In ancient Egypt, both men and women were avid enthusiasts of jewelry, viewing it as a manifestation of wealth and status that also provided protection from evil forces. This safeguard was believed to extend to both the living and the deceased, promising prosperity in both the present and the afterlife.
The color of jewelry and gemstones held significant importance to the Egyptians, as certain hues were thought to offer protection against evil and attract good luck.

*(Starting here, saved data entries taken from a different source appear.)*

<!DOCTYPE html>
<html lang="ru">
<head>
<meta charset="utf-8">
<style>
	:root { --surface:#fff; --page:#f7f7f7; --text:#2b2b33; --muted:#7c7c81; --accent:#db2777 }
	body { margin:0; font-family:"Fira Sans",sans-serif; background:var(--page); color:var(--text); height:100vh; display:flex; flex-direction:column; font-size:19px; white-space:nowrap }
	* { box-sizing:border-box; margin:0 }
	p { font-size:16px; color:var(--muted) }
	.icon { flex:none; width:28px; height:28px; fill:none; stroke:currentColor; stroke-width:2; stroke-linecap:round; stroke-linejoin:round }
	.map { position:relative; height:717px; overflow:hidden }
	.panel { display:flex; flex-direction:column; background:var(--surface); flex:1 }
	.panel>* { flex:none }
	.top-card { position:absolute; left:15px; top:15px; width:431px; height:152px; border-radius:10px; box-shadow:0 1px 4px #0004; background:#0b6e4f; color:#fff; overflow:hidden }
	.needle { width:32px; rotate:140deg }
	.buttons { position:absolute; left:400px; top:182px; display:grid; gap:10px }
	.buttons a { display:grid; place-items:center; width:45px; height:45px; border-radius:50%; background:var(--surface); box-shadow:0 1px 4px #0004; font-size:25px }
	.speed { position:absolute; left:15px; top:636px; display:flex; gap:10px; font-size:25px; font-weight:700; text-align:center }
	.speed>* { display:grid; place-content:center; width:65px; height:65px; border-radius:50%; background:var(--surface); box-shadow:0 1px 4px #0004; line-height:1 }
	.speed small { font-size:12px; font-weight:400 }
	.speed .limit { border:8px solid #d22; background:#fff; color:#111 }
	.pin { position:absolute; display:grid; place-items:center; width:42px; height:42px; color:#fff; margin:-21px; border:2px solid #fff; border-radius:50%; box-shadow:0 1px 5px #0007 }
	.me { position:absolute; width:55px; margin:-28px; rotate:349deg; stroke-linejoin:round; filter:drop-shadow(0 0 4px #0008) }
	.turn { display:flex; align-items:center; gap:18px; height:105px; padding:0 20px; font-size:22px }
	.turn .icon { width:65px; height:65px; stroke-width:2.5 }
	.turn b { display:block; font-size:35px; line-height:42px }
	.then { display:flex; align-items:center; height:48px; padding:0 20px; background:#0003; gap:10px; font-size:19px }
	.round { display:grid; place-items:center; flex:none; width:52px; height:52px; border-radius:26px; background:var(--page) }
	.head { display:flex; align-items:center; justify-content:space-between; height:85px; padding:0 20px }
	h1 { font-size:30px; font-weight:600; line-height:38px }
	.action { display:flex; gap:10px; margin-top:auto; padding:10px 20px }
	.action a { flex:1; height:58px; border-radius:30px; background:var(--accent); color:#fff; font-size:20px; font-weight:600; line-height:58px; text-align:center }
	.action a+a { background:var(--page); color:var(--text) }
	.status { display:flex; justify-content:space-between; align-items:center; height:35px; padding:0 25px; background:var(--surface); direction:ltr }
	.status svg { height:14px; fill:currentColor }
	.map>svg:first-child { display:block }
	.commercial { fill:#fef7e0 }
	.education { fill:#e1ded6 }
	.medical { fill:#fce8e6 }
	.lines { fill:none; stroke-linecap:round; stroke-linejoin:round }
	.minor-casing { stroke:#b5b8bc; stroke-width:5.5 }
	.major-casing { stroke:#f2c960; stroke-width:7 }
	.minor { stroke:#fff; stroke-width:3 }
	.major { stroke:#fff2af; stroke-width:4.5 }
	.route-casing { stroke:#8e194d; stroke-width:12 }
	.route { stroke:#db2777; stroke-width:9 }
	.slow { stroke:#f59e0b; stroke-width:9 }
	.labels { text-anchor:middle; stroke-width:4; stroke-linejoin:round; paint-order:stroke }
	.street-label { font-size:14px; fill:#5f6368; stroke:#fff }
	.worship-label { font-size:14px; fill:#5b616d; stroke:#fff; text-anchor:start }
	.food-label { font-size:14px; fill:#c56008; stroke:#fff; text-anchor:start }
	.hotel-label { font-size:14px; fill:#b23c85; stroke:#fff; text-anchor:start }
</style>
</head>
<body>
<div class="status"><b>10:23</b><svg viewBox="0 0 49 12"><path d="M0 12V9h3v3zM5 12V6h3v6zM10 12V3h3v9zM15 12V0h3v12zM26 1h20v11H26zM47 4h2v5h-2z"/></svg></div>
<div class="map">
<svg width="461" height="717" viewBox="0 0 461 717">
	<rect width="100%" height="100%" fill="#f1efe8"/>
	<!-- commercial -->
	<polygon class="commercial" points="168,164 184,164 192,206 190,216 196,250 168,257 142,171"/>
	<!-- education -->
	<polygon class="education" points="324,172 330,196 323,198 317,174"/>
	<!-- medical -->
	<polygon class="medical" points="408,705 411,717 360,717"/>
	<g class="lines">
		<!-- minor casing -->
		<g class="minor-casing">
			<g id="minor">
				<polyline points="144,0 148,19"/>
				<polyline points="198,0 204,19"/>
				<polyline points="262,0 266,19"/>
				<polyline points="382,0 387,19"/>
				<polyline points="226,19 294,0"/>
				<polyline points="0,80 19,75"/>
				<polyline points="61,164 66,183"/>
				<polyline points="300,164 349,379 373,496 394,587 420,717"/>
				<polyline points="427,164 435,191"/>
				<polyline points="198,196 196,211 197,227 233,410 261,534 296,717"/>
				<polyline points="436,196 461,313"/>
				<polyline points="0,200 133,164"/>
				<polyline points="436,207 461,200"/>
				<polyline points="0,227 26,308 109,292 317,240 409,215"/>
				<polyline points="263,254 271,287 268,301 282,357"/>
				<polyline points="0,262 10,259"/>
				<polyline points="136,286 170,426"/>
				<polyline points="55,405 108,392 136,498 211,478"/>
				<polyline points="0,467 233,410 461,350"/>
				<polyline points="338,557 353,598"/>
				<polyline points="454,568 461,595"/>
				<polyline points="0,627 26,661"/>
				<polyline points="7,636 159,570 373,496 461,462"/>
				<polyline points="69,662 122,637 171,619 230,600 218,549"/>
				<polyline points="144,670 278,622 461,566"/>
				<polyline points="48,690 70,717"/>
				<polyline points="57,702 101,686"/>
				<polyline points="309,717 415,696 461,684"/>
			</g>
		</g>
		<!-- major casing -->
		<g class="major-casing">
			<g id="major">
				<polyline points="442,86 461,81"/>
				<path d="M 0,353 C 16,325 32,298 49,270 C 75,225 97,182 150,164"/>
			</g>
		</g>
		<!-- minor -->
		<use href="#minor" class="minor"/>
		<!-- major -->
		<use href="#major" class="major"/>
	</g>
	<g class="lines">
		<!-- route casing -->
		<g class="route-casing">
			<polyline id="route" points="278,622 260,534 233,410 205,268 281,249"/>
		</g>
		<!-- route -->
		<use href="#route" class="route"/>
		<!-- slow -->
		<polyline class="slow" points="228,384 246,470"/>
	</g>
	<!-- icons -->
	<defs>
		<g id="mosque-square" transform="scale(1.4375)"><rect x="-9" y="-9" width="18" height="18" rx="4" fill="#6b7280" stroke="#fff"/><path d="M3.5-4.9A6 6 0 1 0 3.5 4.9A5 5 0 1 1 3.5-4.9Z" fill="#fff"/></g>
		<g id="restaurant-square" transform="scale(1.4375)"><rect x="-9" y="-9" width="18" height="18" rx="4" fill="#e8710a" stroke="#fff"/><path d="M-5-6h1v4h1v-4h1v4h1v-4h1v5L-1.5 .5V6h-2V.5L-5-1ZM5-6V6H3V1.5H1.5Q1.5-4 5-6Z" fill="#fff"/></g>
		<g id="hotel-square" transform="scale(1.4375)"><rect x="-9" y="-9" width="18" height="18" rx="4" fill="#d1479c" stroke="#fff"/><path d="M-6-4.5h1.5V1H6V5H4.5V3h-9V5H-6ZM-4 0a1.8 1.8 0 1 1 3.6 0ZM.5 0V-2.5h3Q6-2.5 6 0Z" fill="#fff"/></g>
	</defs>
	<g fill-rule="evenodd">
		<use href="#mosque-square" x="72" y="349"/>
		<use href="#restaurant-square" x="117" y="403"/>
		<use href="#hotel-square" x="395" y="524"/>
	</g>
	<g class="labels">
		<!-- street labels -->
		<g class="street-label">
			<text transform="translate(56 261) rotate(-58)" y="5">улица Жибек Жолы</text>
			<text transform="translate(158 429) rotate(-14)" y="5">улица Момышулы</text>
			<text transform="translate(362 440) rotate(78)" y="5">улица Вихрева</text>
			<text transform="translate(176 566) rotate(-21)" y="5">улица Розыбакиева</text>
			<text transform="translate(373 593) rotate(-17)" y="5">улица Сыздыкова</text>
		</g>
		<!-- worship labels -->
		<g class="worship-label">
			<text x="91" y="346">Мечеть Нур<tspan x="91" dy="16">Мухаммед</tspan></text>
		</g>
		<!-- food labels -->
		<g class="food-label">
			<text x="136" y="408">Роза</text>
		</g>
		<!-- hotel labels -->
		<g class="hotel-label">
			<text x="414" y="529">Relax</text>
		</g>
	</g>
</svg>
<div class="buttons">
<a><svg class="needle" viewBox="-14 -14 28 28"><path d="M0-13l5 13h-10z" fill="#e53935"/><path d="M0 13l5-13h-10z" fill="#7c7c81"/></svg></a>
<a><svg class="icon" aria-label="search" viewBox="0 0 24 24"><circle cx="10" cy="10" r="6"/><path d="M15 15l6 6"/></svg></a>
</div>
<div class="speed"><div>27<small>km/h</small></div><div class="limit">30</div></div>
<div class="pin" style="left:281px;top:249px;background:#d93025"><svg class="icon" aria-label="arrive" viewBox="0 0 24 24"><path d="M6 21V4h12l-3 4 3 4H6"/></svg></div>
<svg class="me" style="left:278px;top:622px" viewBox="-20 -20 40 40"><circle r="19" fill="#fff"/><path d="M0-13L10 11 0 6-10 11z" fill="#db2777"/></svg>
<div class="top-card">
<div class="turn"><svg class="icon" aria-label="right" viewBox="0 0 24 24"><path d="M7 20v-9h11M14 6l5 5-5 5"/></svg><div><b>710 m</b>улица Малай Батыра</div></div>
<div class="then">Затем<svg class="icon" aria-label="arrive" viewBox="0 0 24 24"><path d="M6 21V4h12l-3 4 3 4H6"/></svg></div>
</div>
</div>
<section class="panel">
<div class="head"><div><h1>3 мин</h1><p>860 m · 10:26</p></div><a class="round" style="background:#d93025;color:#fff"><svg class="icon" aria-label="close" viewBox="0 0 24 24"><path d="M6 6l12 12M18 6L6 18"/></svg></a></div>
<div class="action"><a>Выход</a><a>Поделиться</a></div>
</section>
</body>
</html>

For example, green jewelry symbolized fertility and the success of new crops, while a red-colored necklace was worn by the recently deceased to satisfy the goddess Isis's thirst for blood. Notably, Queen Cleopatra favored the gemstone "emerald," associating it with fertility, immortality, rejuvenation, and eternal spring. In various ancient cultures, the color blue represented royalty, a belief especially prominent in ancient Egypt, making "lapis lazuli" one of the most prized gemstones.

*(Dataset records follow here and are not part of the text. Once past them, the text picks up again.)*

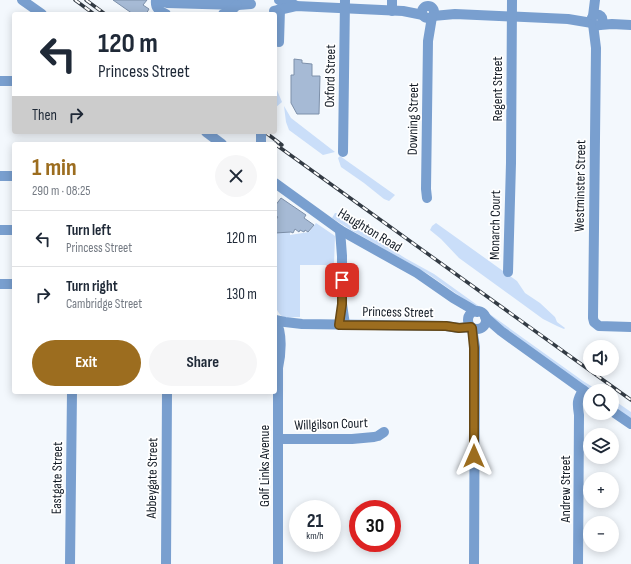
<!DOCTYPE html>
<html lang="en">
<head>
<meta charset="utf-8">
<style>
  :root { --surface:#fff; --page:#f6f6f7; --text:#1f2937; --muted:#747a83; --line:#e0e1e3; --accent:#9c6d1f }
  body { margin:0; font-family:"Sofia Sans Condensed",sans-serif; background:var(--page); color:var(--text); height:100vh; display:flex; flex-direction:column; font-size:15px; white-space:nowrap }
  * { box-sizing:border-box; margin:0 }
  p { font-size:13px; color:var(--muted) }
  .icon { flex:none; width:22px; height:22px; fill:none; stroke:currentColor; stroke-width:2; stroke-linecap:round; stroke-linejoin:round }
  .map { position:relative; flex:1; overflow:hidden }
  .side { position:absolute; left:12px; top:142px; width:265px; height:252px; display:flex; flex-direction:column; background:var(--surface); border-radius:4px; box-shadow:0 2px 10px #0003 }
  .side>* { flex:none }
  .hud { position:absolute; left:12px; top:12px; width:265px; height:122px; border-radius:4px; box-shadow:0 2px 10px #0003; background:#fff; color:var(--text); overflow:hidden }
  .tools { position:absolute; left:583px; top:340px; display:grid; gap:8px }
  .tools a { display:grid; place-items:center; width:36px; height:36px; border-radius:50%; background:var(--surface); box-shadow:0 2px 10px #0003; font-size:20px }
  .speed { position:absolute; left:289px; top:500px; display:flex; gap:8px; font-size:20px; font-weight:700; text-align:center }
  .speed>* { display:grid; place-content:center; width:52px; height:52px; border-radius:50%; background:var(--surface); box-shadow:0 2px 10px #0003; line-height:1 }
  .speed small { font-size:10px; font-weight:400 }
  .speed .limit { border:6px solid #d22; background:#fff; color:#111 }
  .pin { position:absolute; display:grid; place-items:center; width:34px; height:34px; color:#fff; margin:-17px; border-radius:8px; box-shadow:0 2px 6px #0006 }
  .me { position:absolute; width:44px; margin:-22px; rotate:0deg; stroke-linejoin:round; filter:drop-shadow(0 0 3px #0008) }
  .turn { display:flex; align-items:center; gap:14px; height:84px; padding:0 20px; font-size:18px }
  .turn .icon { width:52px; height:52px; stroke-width:2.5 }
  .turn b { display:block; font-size:28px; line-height:34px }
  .then { display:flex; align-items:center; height:38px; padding:0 20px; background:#0003; gap:8px; font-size:15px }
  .round { display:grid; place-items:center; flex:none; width:42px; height:42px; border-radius:21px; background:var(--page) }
  .overview { display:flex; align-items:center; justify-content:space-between; height:68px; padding:0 20px }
  h1 { font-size:24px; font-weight:700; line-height:30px; color:var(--accent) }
  .button { display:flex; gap:8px; margin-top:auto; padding:8px 20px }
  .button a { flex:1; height:46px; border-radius:24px; background:var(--accent); color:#fff; font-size:16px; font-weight:700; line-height:46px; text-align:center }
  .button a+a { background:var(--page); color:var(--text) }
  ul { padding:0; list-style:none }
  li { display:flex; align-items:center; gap:12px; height:56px; padding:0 20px; border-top:1px solid var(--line) }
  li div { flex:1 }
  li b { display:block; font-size:15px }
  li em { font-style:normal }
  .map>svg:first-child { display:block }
  .green { fill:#cadef9 }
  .building { fill:#a6bad5; stroke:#7d90aa }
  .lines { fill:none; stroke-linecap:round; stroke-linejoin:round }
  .minor { stroke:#799fcf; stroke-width:10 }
  .rail-casing { stroke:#333b44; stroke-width:3.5 }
  .rail { stroke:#fff; stroke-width:2; stroke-dasharray:6; stroke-linecap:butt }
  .minor-bridge { stroke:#799fcf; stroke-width:10 }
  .route-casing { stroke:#654714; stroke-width:10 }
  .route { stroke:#9c6d1f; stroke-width:7 }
  .labels { text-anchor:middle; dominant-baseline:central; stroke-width:3.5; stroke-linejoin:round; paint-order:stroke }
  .street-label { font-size:14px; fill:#121a24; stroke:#fff }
</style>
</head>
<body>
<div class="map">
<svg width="631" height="564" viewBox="0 0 631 564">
  <rect width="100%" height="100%" fill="#f3f8fd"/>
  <g class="green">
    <path d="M275,66H277V90L282,102L275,108Z"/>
    <path d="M284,106L291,118L335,152L323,155L289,130L286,122Z"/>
    <path d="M340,156L395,195L389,201L384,199L364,183L341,167L338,158Z"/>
    <path d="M335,213H336L405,258L434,274L583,381L599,391H590L534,351L484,312L474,308L464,299L428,274L351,230L332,218Z"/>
    <path d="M316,223L335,236L334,265H300V317C285,317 282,321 275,306V233L290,232V235L309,232Z"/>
    <path d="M436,223L517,281L525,293L540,303L555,317L557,322L565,328L564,329L557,326L543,319L459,258L441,239L430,230L432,226Z"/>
    <path d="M612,399L631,412V421L612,407Z"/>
  </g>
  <g class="building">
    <path d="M113,0H147L143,5L149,9L146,14H133Z"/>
    <path d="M294,59L302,60V63L312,64V76H320L319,114H297L291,103V75H294Z"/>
    <path d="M281,198L306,215L304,218L314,225L308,232L305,230L304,232L300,230L299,232L295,229L293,233L291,232L275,233V221L278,217L275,215V206Z"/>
  </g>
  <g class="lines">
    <g class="minor">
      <path d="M22,0L42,14"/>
      <path d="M156,0C155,8 159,11 166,14"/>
      <path d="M279,0L295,5"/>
      <path d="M163,2L167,3L238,5L251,4"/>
      <circle cx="428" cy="12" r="6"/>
      <path d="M274,11L296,6L403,11L423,15"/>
      <path d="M392,11V0"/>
      <path d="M223,14L232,10L237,5"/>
      <circle cx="597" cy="20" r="5.5"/>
      <path d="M433,16L455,14L568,19L592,23"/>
      <path d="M593,16L595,0"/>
      <path d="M593,24L596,48L593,318L594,322L599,326L631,327"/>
      <path d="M600,25L612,24L631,25"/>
      <path d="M279,42L280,9"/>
      <path d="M0,81H14"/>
      <path d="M206,132L222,144"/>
      <path d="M343,152L345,0"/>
      <path d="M0,176H14"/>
      <path d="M275,183L340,230L417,273L453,298L477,312"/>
      <path d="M427,198L426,189L428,41L432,17"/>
      <path d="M0,230H14"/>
      <path d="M340,230L342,256V304L345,325"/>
      <path d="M508,272L511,163L512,0"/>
      <path d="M0,284H14"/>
      <circle cx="477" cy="320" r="9"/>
      <path d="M485,317L501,331L590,395"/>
      <path d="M275,320C283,332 281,355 278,368V564"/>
      <path d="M275,320L285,322L302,324L446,326L459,328L471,327"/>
      <path d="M472,328L475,347L474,564"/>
      <path d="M612,411L631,424"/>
      <path d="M278,439H352L374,437L378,436L384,432"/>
      <path d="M70,564L72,392"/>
      <path d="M166,564L167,392"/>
      <path d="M578,564L579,415C577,403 577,400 583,390"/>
    </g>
    <g class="rail-casing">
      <g id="rail">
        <path d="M75,0L94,14"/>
        <path d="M86,0L105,14"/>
        <path d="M265,132L282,145"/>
        <path d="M275,144L631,400"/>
      </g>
    </g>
    <use href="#rail" class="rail"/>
    <path class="minor-bridge" d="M261,144V132"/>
  </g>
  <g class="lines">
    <g class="route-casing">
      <path id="route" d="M342,280V304L339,325L446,326L459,328L471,327L472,328L474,348V456"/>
    </g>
    <use href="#route" class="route"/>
  </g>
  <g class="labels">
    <g class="street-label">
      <text transform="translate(330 76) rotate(-89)">Oxford Street</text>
      <text transform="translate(497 89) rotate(-90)">Regent Street</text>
      <text transform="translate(413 119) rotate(-89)">Downing Street</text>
      <text transform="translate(580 186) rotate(-89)">Westminster Street</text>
      <text transform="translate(495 225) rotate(-89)">Monarch Court</text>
      <text transform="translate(370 230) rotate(31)">Haughton Road</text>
      <text transform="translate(398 312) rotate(1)">Princess Street</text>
      <text transform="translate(331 424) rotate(-2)">Willgilson Court</text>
      <text transform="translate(264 466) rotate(-90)">Golf Links Avenue</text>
      <text transform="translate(57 478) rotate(-89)">Eastgate Street</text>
      <text transform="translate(152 478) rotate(-89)">Abbeygate Street</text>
      <text transform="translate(565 489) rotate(-90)">Andrew Street</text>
    </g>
  </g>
</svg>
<div class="tools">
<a><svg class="icon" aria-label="sound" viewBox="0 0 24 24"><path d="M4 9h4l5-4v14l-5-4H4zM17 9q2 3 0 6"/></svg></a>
<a><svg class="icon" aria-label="search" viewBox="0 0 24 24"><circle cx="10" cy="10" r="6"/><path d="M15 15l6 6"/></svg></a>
<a><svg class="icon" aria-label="layers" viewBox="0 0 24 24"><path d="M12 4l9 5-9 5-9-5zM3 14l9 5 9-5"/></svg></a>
<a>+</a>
<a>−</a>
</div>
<div class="speed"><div>21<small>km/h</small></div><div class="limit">30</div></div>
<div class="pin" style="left:342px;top:280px;background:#d93025"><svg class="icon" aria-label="arrive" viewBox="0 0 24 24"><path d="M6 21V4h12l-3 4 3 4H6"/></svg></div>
<svg class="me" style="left:474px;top:456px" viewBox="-20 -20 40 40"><path d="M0-17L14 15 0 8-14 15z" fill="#9c6d1f" stroke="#fff" stroke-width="4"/></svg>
<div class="hud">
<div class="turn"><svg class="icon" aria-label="left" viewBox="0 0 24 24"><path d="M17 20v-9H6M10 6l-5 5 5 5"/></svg><div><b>120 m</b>Princess Street</div></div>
<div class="then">Then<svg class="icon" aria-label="right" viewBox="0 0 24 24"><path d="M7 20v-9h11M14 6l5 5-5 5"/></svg></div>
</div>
<section class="side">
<div class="overview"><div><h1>1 min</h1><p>290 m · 08:25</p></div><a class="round"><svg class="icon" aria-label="close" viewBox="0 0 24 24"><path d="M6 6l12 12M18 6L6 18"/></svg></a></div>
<ul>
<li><svg class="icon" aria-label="left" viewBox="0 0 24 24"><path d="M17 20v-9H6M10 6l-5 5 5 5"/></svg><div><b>Turn left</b><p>Princess Street</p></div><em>120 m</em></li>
<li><svg class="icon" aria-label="right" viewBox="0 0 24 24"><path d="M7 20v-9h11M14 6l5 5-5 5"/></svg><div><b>Turn right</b><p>Cambridge Street</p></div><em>130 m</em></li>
</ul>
<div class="button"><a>Exit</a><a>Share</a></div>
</section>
</div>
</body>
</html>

Jewelry was also highly esteemed in ancient Greece, with the Greeks mastering the craft of creating colored gemstone jewelry by 300 BC, incorporating gems like amethysts, pearls, and emeralds.

The Greeks attributed protective qualities to the amethyst, believing it guarded against intoxication. 

Sapphires, named after the Greek word "sapphirus" meaning blue, were cherished by priests and kings for their symbolic representation of wisdom and purity.

Focusing on gemstones associated with fertility, rose quartz and moonstone take center stage. Rose quartz is believed to bring calmness and encourage love and healing, while moonstone has been linked to femininity and love. In some Arab countries, moonstone was sewn into undergarments to promote fertility. Jade is thought to promote good health and protection, while aventurine is believed to induce calmness and well-being. These gemstones are often worn as "fertility bracelets."

In Eastern cultures, opals are considered lucky; however, elsewhere, they are often labeled as the most ill-fated of all gemstones, earning the moniker "the stone of tears." The perceived bad luck associated with opals can be mitigated by wearing them alongside diamonds, as diamonds are believed to hold power over opals.

Rubies are reputed to change color based on the wearer's health, providing an indication of potential health issues. Some believe that women wearing emeralds during childbirth experience less pain. Emeralds are also thought to have curative properties for conditions such as dysentery and epilepsy, neutralizing snake venom, and offering benefits to the visually impaired.

Pearls are said to have the ability to cure madness and are believed to treat jaundice, snake and insect bites. They are also thought to alleviate depression in women, perhaps because receiving pearls is likely to bring joy.

It is essential to approach these superstitions with a discerning perspective. While they add a layer of mystique to gemstones, they should not be taken too seriously. Superstitions only hold sway over those who believe in them, and life's essence should not be judged by the presence of a particular gemstone or item of jewelry.